Published online by Cambridge University Press:  20 January 2017

Andrew K. Balkansky
Affiliation:
Department of Anthropology, Southern Illinois University, Carbondale, IL 62901 (abalkan@siu.edu)
Verónica Pérez Rodríguez
Affiliation:
Department of Anthropology, Northern Arizona University, Flagstaff, AZ 86011(vero.perez@nau.edu)
Stephen A. Kowalewski
Affiliation:
Department of Anthropology, University of Georgia, Athens, GA 30602 (skowalew@uga.edu)

Abstract

This paper is about Monte Negro’s origins, and how this site fits the emerging pattern in studies of Oaxacan urbanization including the Zapotec capital at Monte Albán. Our settlement data from a multivalley regional survey in the Mixteca Alta including Monte Negro allows comparison with other urban centers that we have surveyed. Monte Negro’s origins are due to internal settlement shifts, but occurred in the external context of widespread militarism and multiple urban transitions. Examination of local, regional, and macroregional settlement systems through time reveals variation in urban trajectories that current models were not designed to explain.

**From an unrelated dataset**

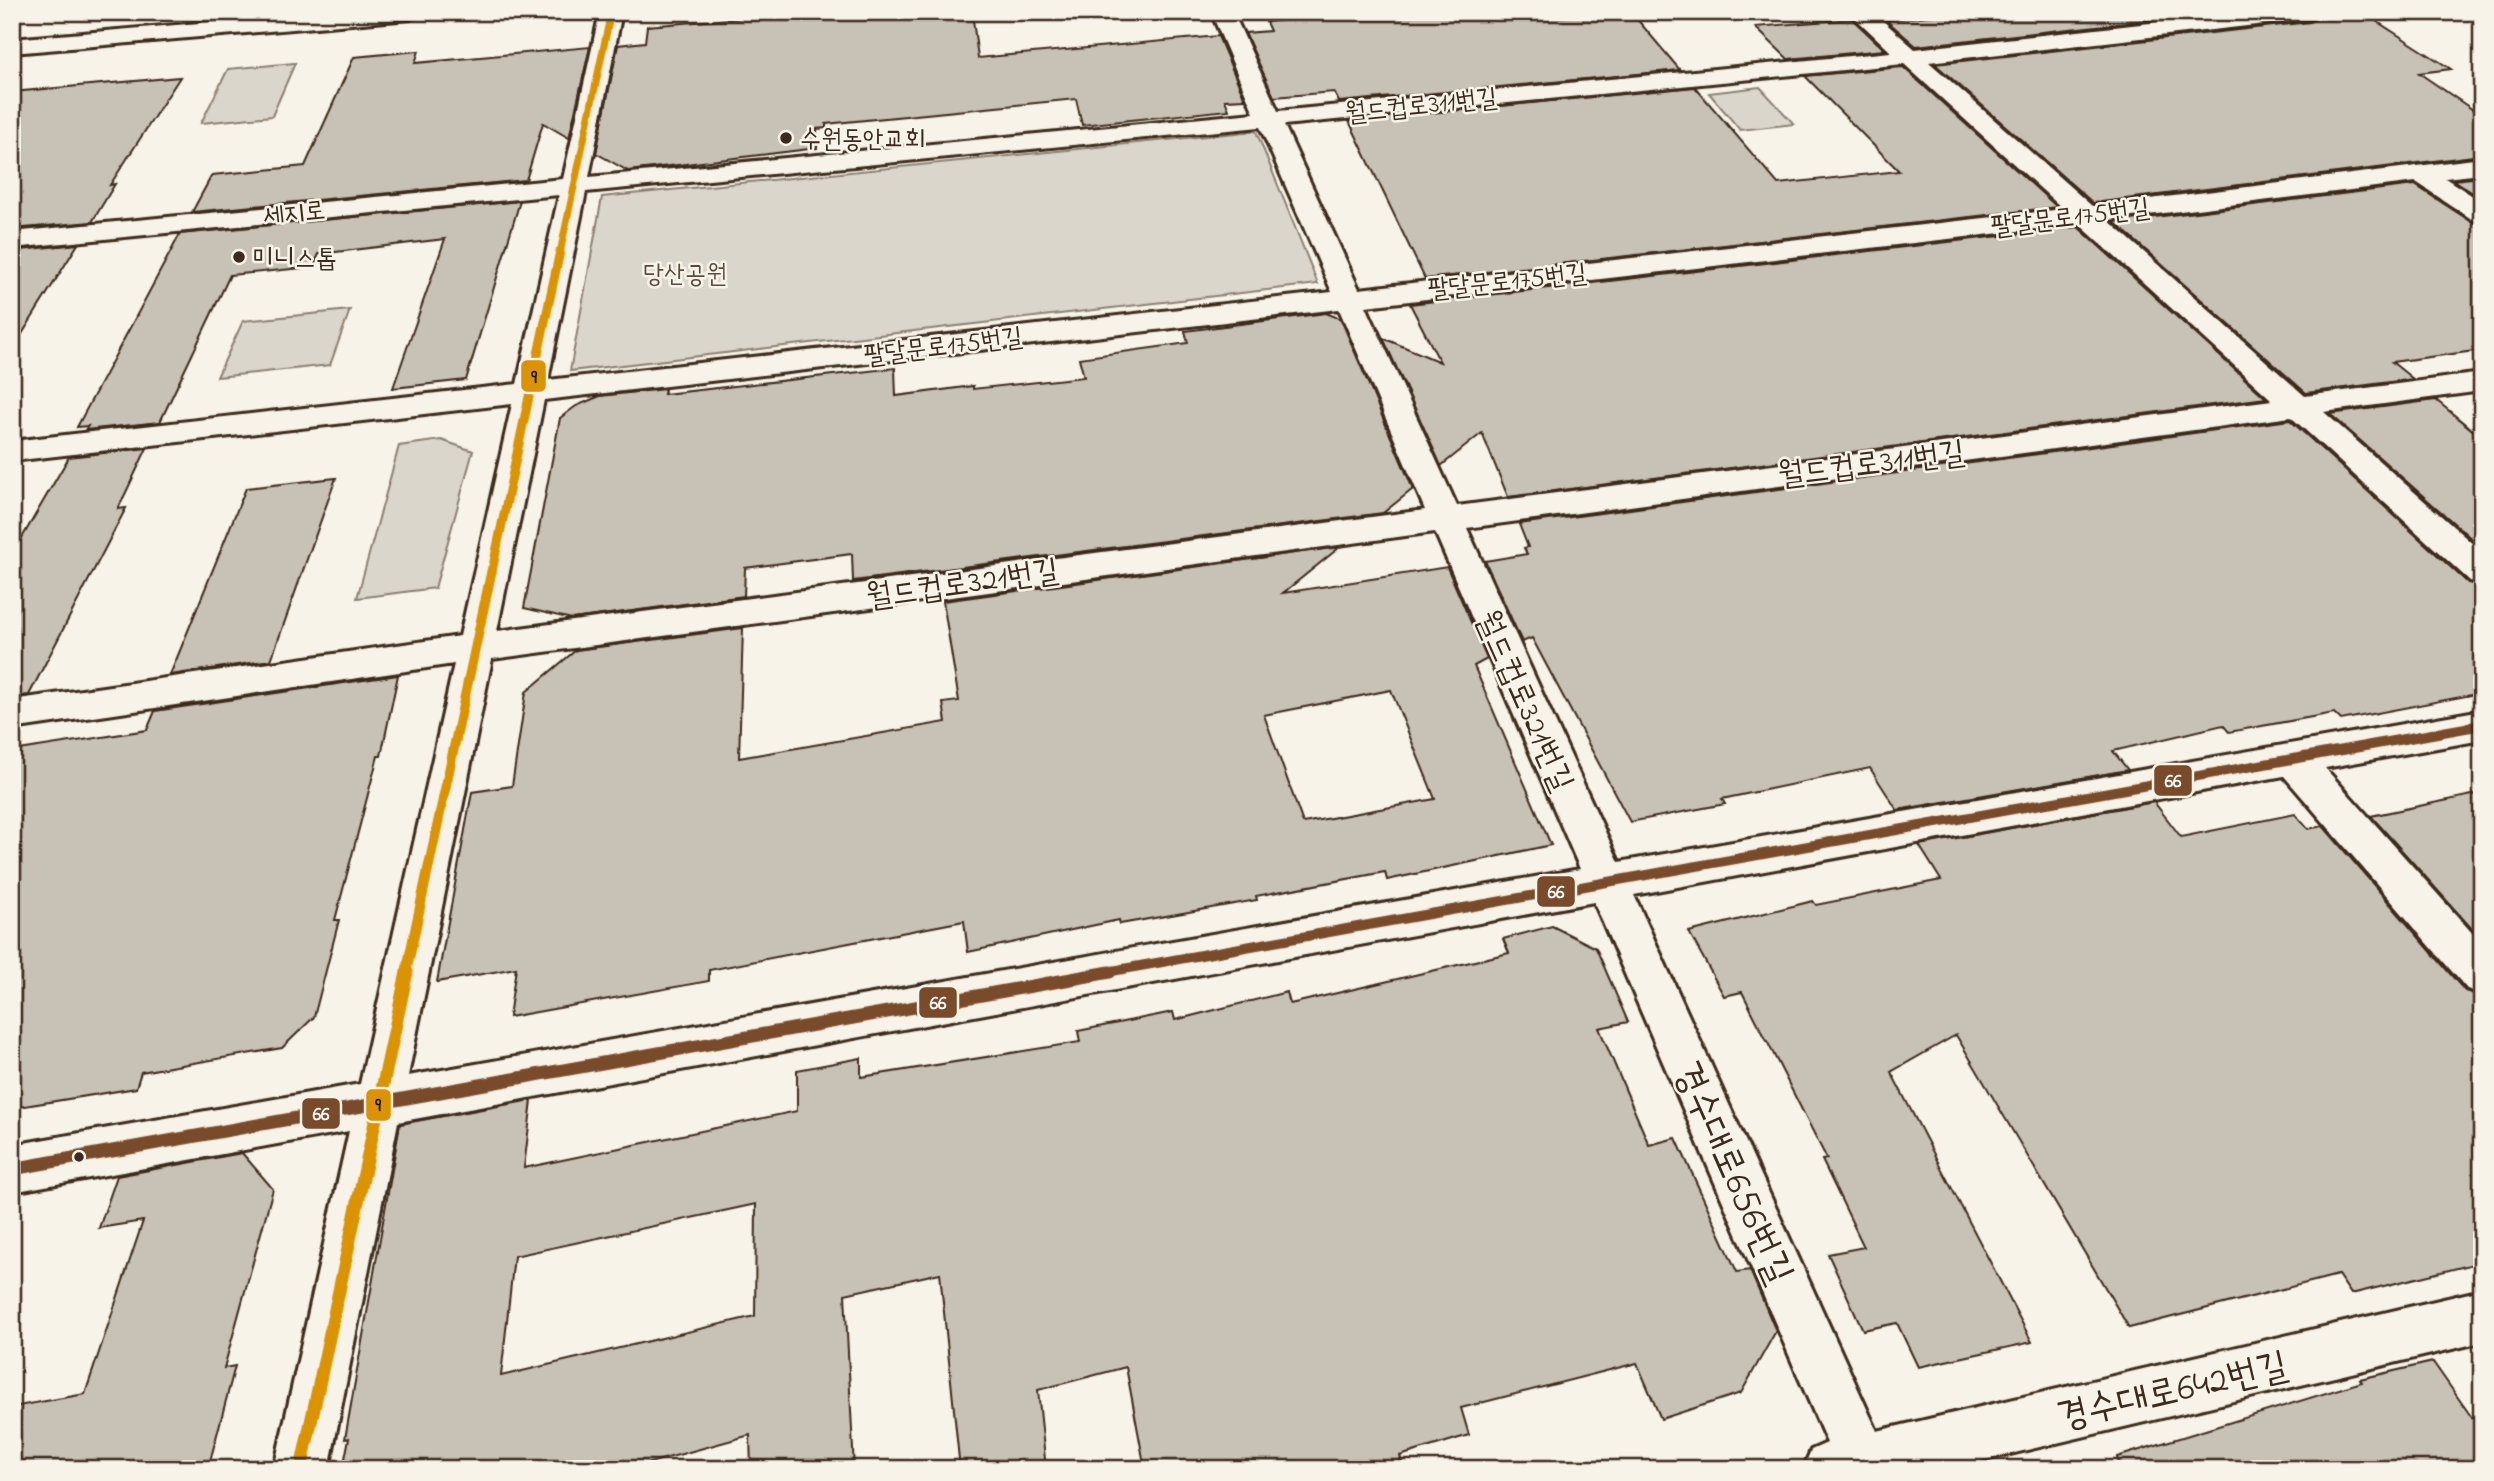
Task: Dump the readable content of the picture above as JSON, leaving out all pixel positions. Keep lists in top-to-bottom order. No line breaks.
{"streets":{"street":["월드컵로311번길","세지로","팔달문로175번길","월드컵로321번길","경수대로656번길","경수대로642번길"]},"crossings":[["월드컵로311번길","월드컵로321번길"],["팔달문로175번길","월드컵로321번길"],["월드컵로321번길","경수대로656번길"],["경수대로656번길","경수대로642번길"]],"parks":["당산공원"],"places":["수원동안교회","미니스톱"],"lines":["transit line 9","transit line 66"]}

Monte Negro se puso el arquetipo del urbanismo mixteco en los 1930s, cuando sus orígenes se vincularon al período de fundación de Monte Albán. Desde entonces, los arqueólogos han debatido las causas de su urbanización y su relación con Monte Albán, postulando explicaciones que citan desde procesos locales y autónomos, hasta migraciones o conquistas zapotecas. Nuestros datos de patrones de asentamiento, resultados de un recorrido arqueológico de 10 valles en la Mixteca Alta central, incluyen a Monte Negro y sitios precursores cercanos a él. Recorrimos terrenos más allá de la famosa acrópolis de Monte Negro y realizamos un mapa que incluye estructuras excluidas del mapa hecho por Alfonso Caso y Jorge R. Acosta. El contexto regional de Monte Negro nos permite compararlo a nivel regional y macroregional con otros centros urbanos mixtecos. Nuestros resultados sugieren que la urbanización de Monte Negro comenzó rápidamente durante el Formativo Tardío, y que éste desarrollo fue parte de una transformación generalizada por toda la Mixteca Alta. Explicamos los orígenes de Monte Negro por medio de un proceso de desarrollo autónomo y local, pero subrayamos que estos cambios ocurrieron en un contexto de militarismo generalizado y múltiples transiciones urbanas.

Type
Articles
Copyright
Copyright © 2003 by the Society for American Archaeology.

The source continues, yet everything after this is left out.